ルーカスは言葉を区切り、法廷全体を見渡した。

「元侍女長マーサの手記により、あなたがリディア夫人の私室へ侵入し、印章を盗み出そうとした窃盗未遂の事実も確認されています。あなたは単なる傍観者ではなく、積極的に伯爵家の財産を簒奪しようとした加害者です」

「ち、違う……私はただ、可哀想な女で……」

セレナはへたり込み、両手で顔を覆って嘘泣きを始めた。
しかし、その陳腐な演技に同情する者は、もう誰一人としていない。

「すべての証拠は揃いました」

ルーカスが議長に向かって深く一礼する。

「王国監察院として、ルクレール伯爵による重大な契約違反、および国家に対する背任行為を認定いたします。
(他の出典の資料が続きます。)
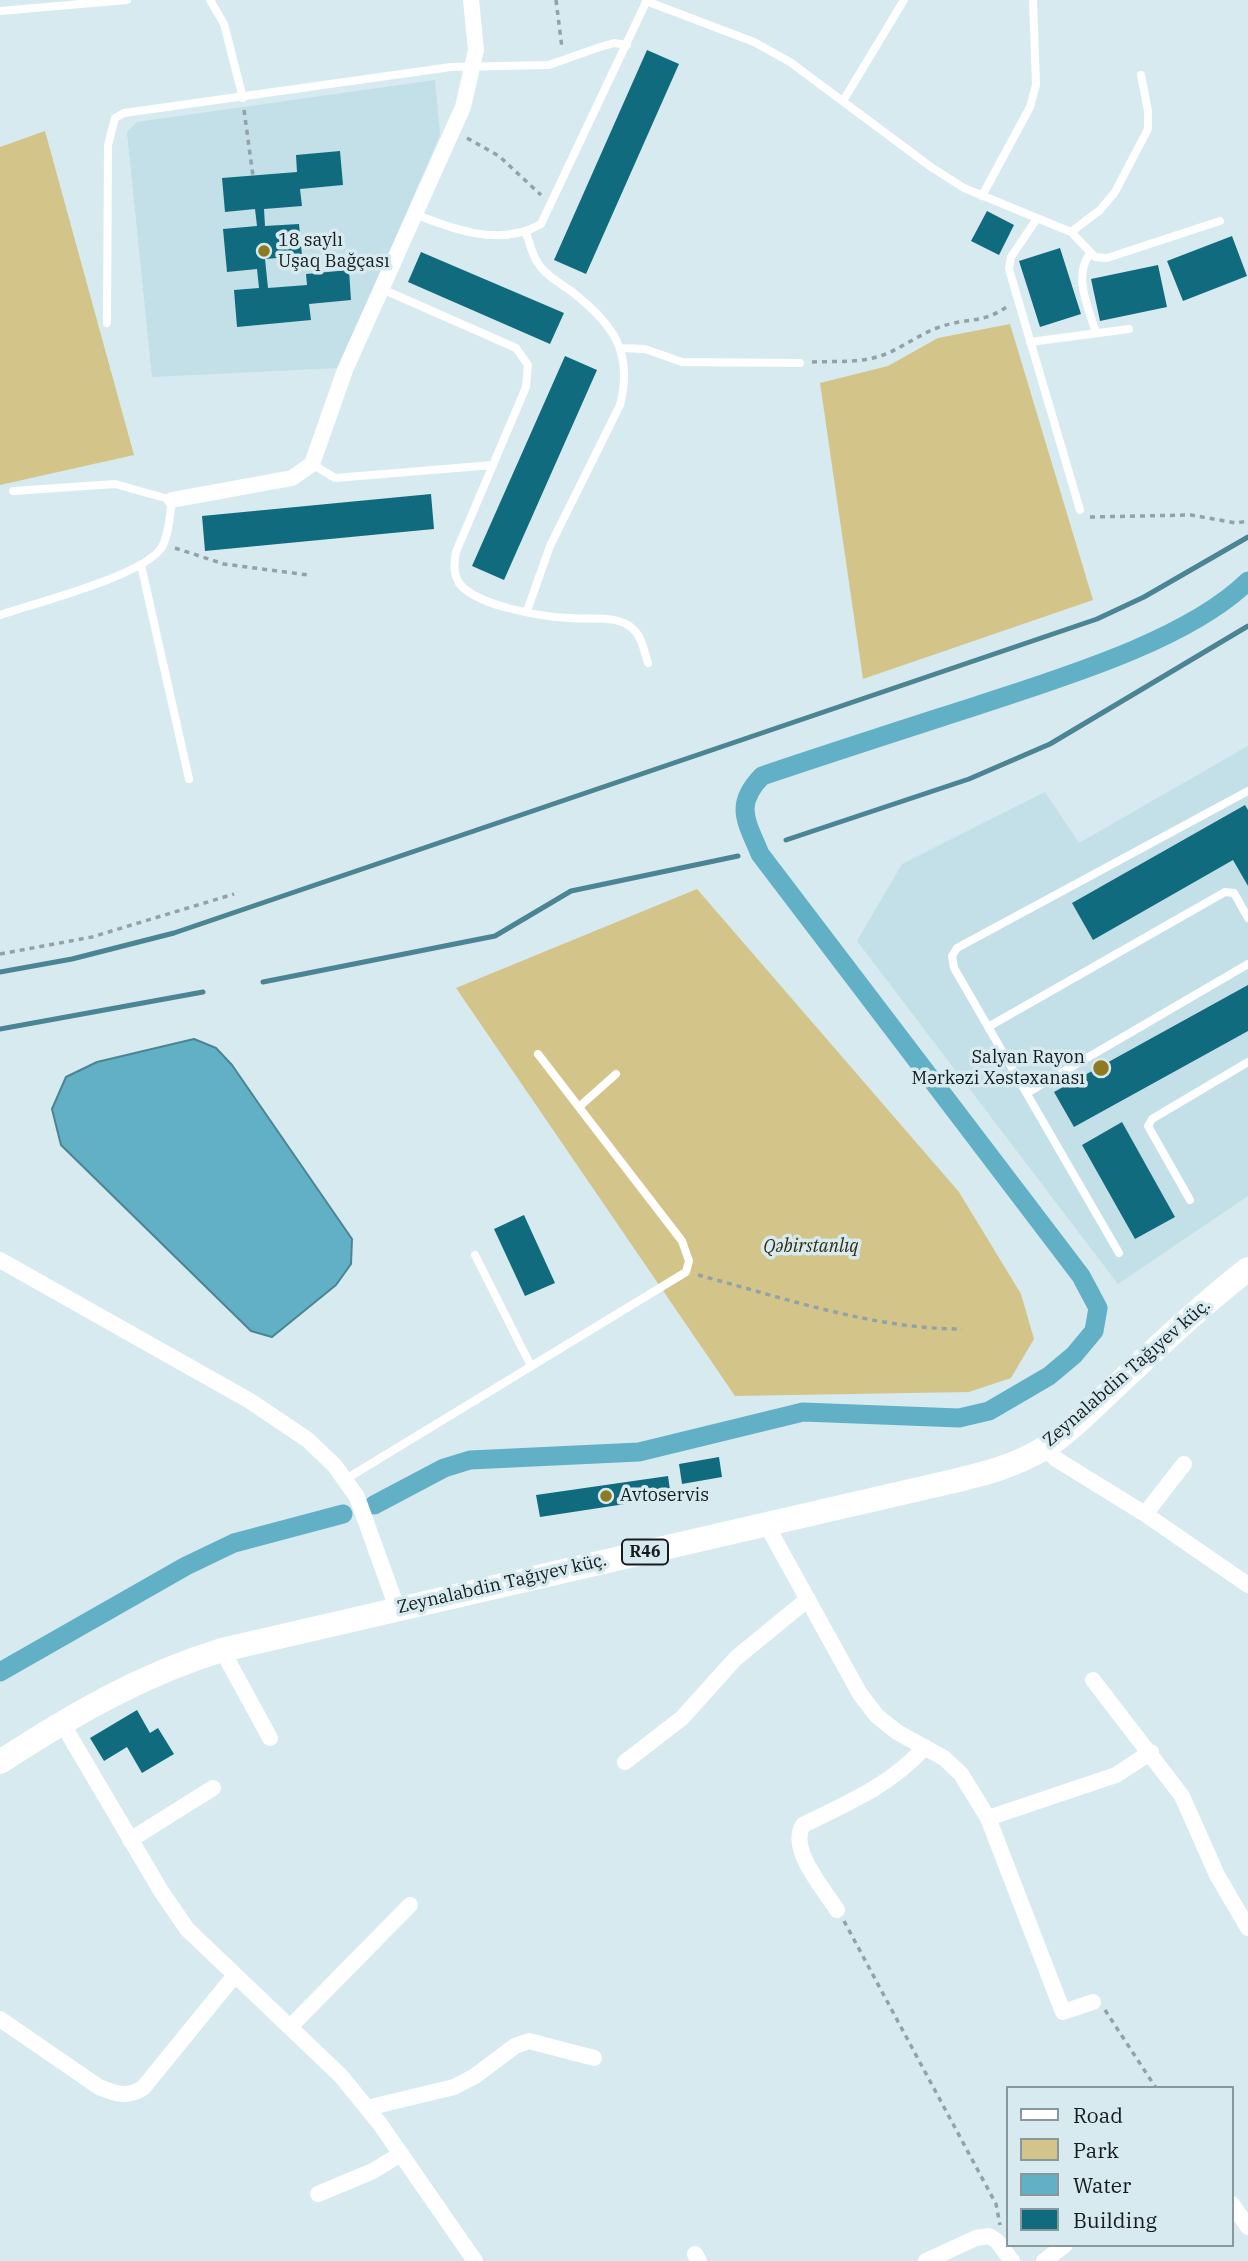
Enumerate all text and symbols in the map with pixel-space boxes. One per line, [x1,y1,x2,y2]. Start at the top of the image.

これ以上の領地経営は不可能と判断し、厳正なる処罰を求めます」

議長は深く頷き、両隣の裁判官たちと最終的な確認を行った。
そして、ゆっくりと立ち上がった。

「判決を下す。オスヴァルド・ルクレールによる数々の不正行為は、貴族としての義務を著しく逸脱するものである」

重厚な声が、オスヴァルドの破滅を宣告する。

「よって当法廷は、ルクレール伯爵の領地運営権の即時停止を命ずる」

運営権停止――。
その言葉が響いた瞬間、オスヴァルドの目から完全に光が消え失せた。